There is also the troubling Alliance for Education. The main sticking point:
The fiscal impact to this MOU relates to the amount that the district reimburses the Alliance for
providing fiscal services for school accounts. This amount is intended to help offset the payroll
and other expenses incurred in providing this service. While the amount is expected to change each year, because it is based on total account activity, the MOU caps the amount as not to exceed 7.5% of the total school account activity for the calendar year. It is expected that annually this amount will fluctuate around the $120,000 amount. The funds for this reimbursement will come from the District’s operating budget.
Unfortunately, the 5% cap proved inadequate to cover the direct costs incurred with these
services. The Alliance does retain the interest payments on the first $25,000 in each account,
and until 2009 that interest helped to defray the shortfall. However, with the dramatic reduction
in interest rates after 2009 (US Treasury rates fell from nearly 3% in mid-2008 to below .3% in
2009) and with the continued low rates, the Alliance has not had that funding stream to help
ameliorate the shortfall. The Alliance has indicated they are committed to supporting these fiscal
services, they are unable to continue to do so in a sustainable manner. Therefore, the proposed
MOU includes raising the cap to 7.5%
I do not support this change. The Alliance has no business making money off the district and the district has no business using scarce General Funds for this purpose. This should go out for bid and I'd bet you'd find someone who can do it well for under 7.5%.
The Background Information states:
The stability of this relationship can transcend the traditional personnel churn that is seen
in urban districts and can provide assurance to funders and the business community that the
district remains on track with our goals. Furthermore, the Board President and the
Superintendent, as non-voting ex officio members of the Alliance’s Board, help ensure alignment
between the Alliance’s projects and the district’s overall goals.

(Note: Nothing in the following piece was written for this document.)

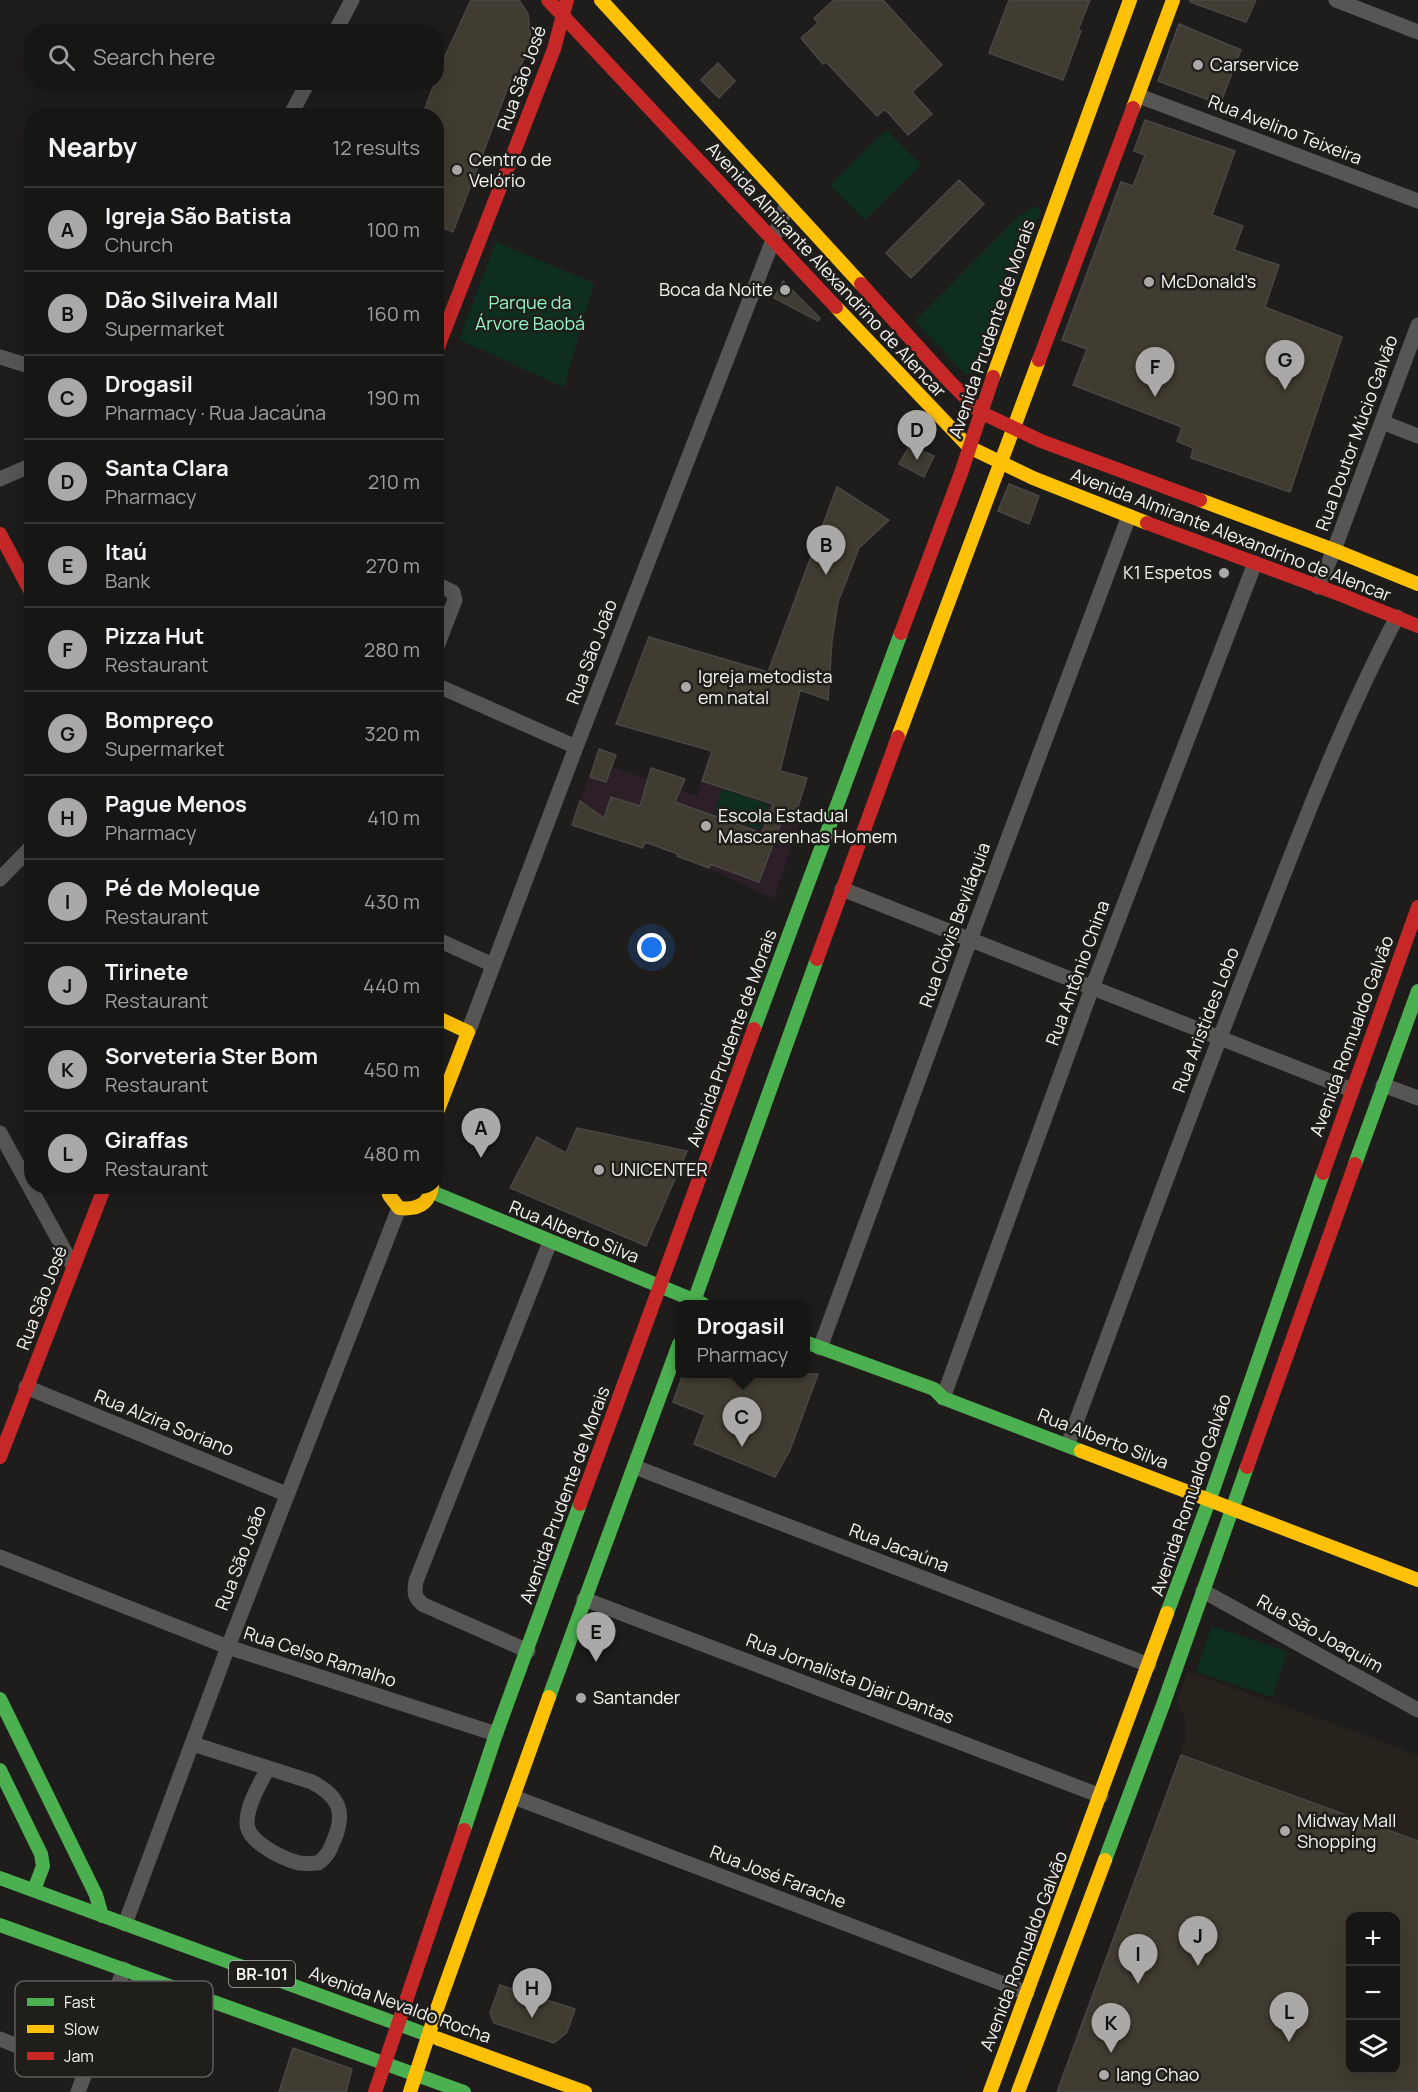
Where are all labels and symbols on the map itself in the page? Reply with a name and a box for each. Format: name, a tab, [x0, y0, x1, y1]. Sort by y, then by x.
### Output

I have never seen this wording before about the alliance as the steady state buffer against personnel churn. The Alliance is NOT part of our district. They are not a steady state buffer for business interests. Also the wording in that paragraph - which I believe to be written by the Alliance - is "that the district remains on track with OUR goals" - caps mine.
Hello? The district is supposed to be on track with the Alliance's goals? Nonsense.

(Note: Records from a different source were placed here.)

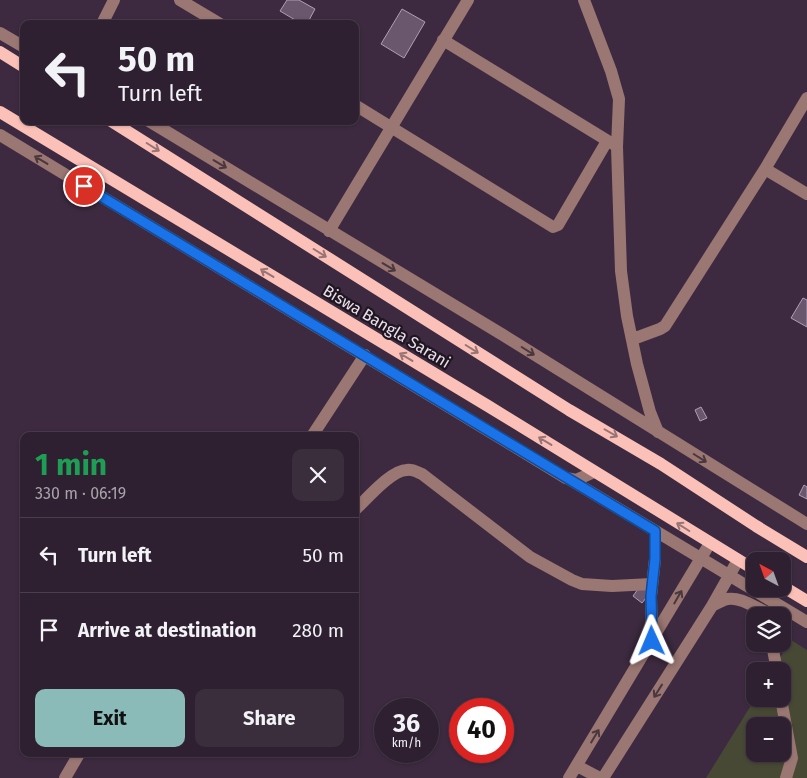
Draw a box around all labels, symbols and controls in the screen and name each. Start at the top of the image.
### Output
text: 50 m [118,38,195,80]
icon: left [35,40,100,105]
text: Turn left [118,80,202,107]
one-way arrow [145,143,159,153]
one-way arrow [35,155,49,165]
one-way arrow [213,160,227,170]
pin [63,165,105,207]
icon: arrive [70,172,98,200]
one-way arrow [312,248,326,258]
one-way arrow [382,262,396,272]
one-way arrow [261,267,275,277]
street label: Biswa Bangla Sarani [320,281,454,372]
one-way arrow [465,343,479,354]
one-way arrow [521,346,535,356]
one-way arrow [400,351,414,361]
one-way arrow [603,429,617,439]
one-way arrow [539,435,553,445]
text: 1 min [35,447,107,483]
button: close [292,449,344,501]
one-way arrow [692,453,706,463]
text: 330 m · 06:19 [35,484,126,503]
one-way arrow [677,521,691,531]
icon: left [35,541,63,569]
text: Turn left [78,544,152,567]
text: 50 m [303,544,344,567]
north arrow [746,552,791,598]
map controls [746,552,791,762]
one-way arrow [674,590,684,604]
button: layers [746,607,791,652]
position arrow [625,614,677,666]
icon: arrive [35,616,63,644]
text: Arrive at destination [78,619,257,642]
text: 280 m [292,619,344,642]
button: + [746,662,791,707]
one-way arrow [653,684,663,698]
button: Exit [35,689,185,747]
button: Share [195,689,344,747]
speed limit sign: 40 [449,698,514,763]
text: 36 [393,709,420,739]
button: − [746,717,791,762]
one-way arrow [590,730,600,744]
text: km/h [392,736,421,750]

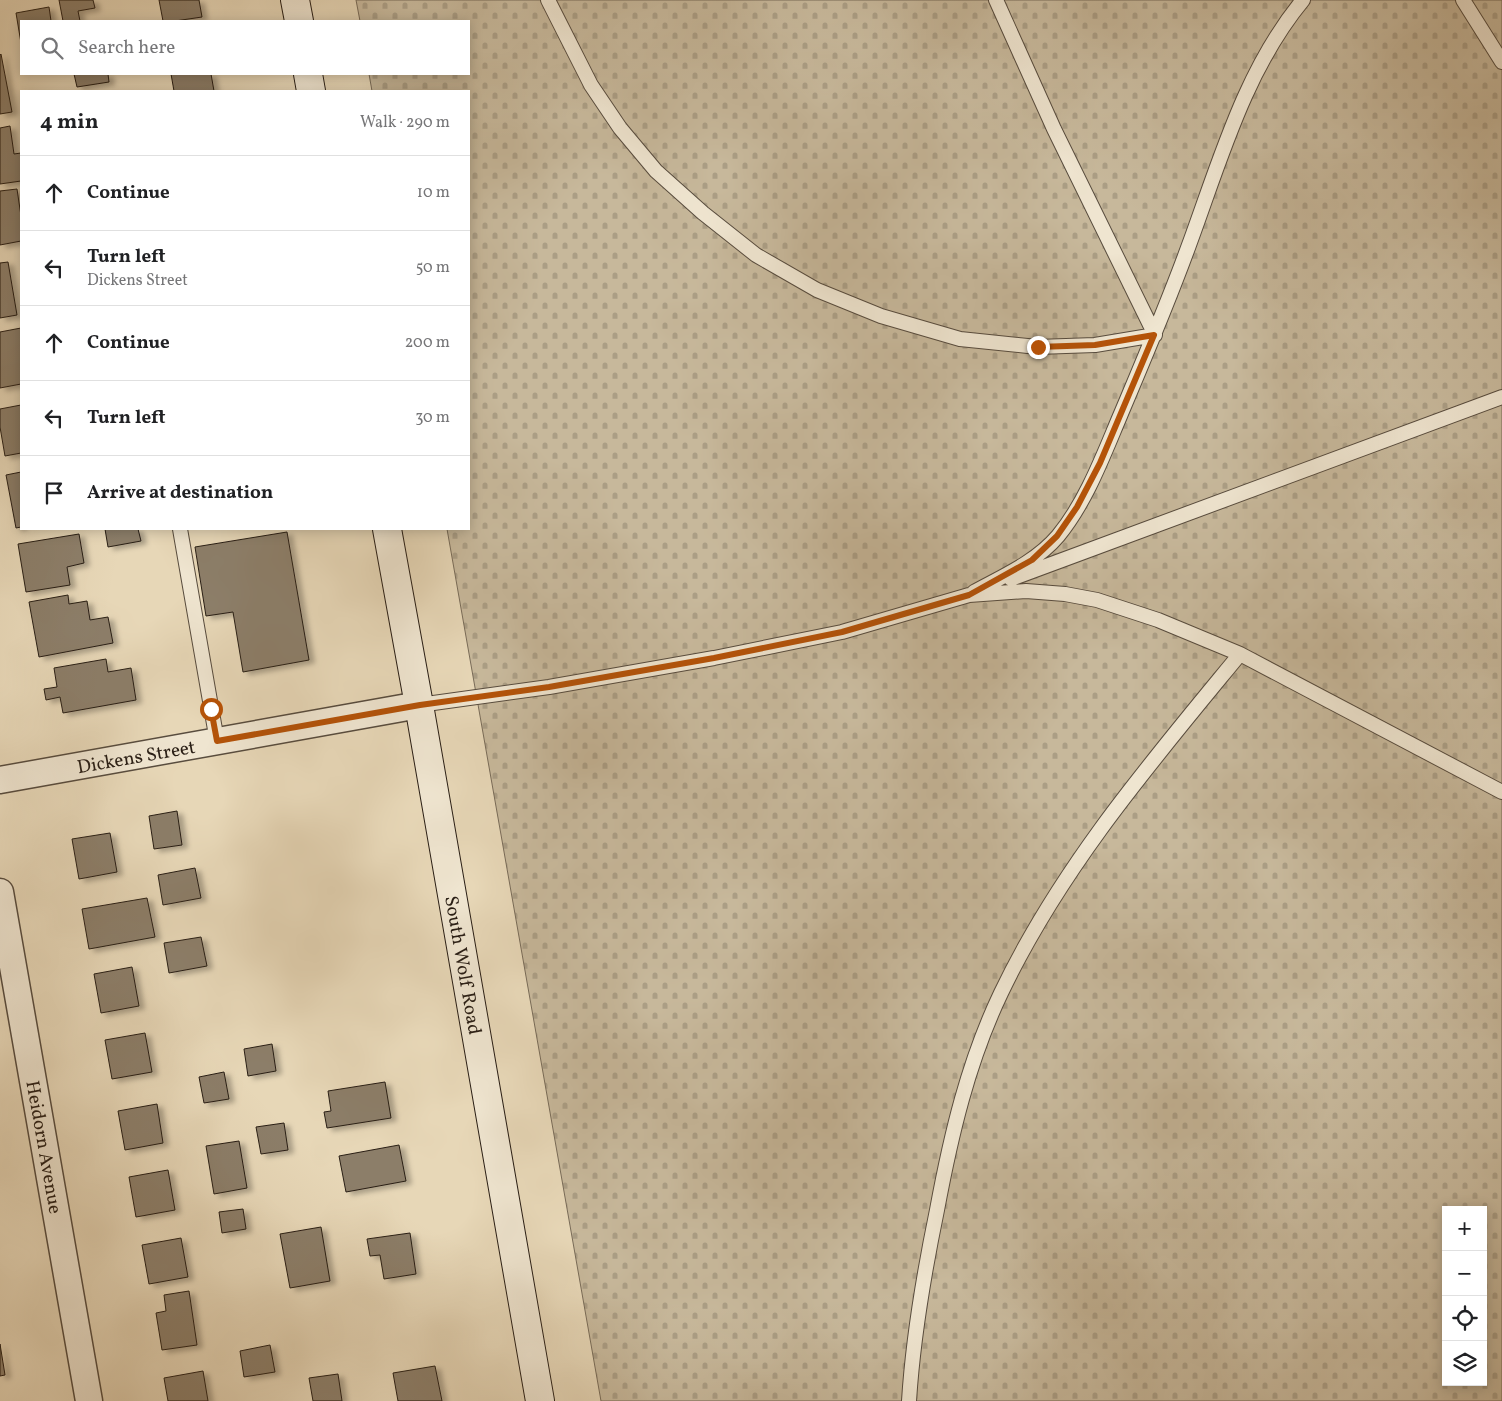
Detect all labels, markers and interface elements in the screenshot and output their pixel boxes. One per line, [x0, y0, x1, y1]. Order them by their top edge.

Also, the district has no business worrying about whether their goals align with the Alliance's projects. It should be the OTHER way around.
Possible impacts:
While not authorizing the Superintendent to sign this MOU would not end our relationship with the Alliance, it would send a strong signal to schools and to the broader community that we do not value this relationship. This could result in the Alliance choosing to not partner with the district on district priorities, and could have a very negative impact on the schools if the Alliance chose not to continue supporting the school reports.
Please. The impact would be that the district tells the Alliance what the district wants (and can afford). The Alliance can take it or leave it but is not in a position to tell the district what to do with its funds.
Other introductions:
has loans on the property which come due this fall. In order to refinance, they have asked for a
restructuring of the rent provisions, which the district has declined to do. They have instead
offered to terminate the lease, if they receive a payment of $3,200,000, which would pay off their
loans plus about $200,000.
The property generates $75,000 annually in rent payments for the District.
There is then a narrative on this where somehow the district will come out ahead in the future by the property producing new income or they use it for future school use.
Folks, that Community Schools account money is from the sale of school properties. What are we doing using millions of it to pay off a loan to the leasee plus a profit of $200k. Someone who knows real estate law - could you help us out?
Seattle Council PTSA meeting: Navigating SPS: Steps for Positive Advocacy
JSCEE from 7-8:30 p.m.
Speakers: Ron McGlone, SPS Ombudsman, Adie Simmons, State of Washington Ombudsman, Bernardo Ruiz, SPS manager of Family and Community Engagement
Tuesday, May 1
Community Conversations with ELL and Special Education Directors
6-7:30 p.m. at Jane Addams K-8, 11051 34th Ave NEPlease join Veronica Gallardo, Director of ELL and International Programs, and Becky Clifford Interim Executive Director for Special Education at one of their upcoming Community Conversation hours.
Wednesday, May 2nd
Board Work Session on International Education from 4-5:10 p.m. at JSCEE
School Board meeting from 6-9 p.m.
Agenda. This is one of the last meetings at 6 p.m. as on June 6th, Board meetings will start at 4:15 p.m. with public testimony at 5 p.m.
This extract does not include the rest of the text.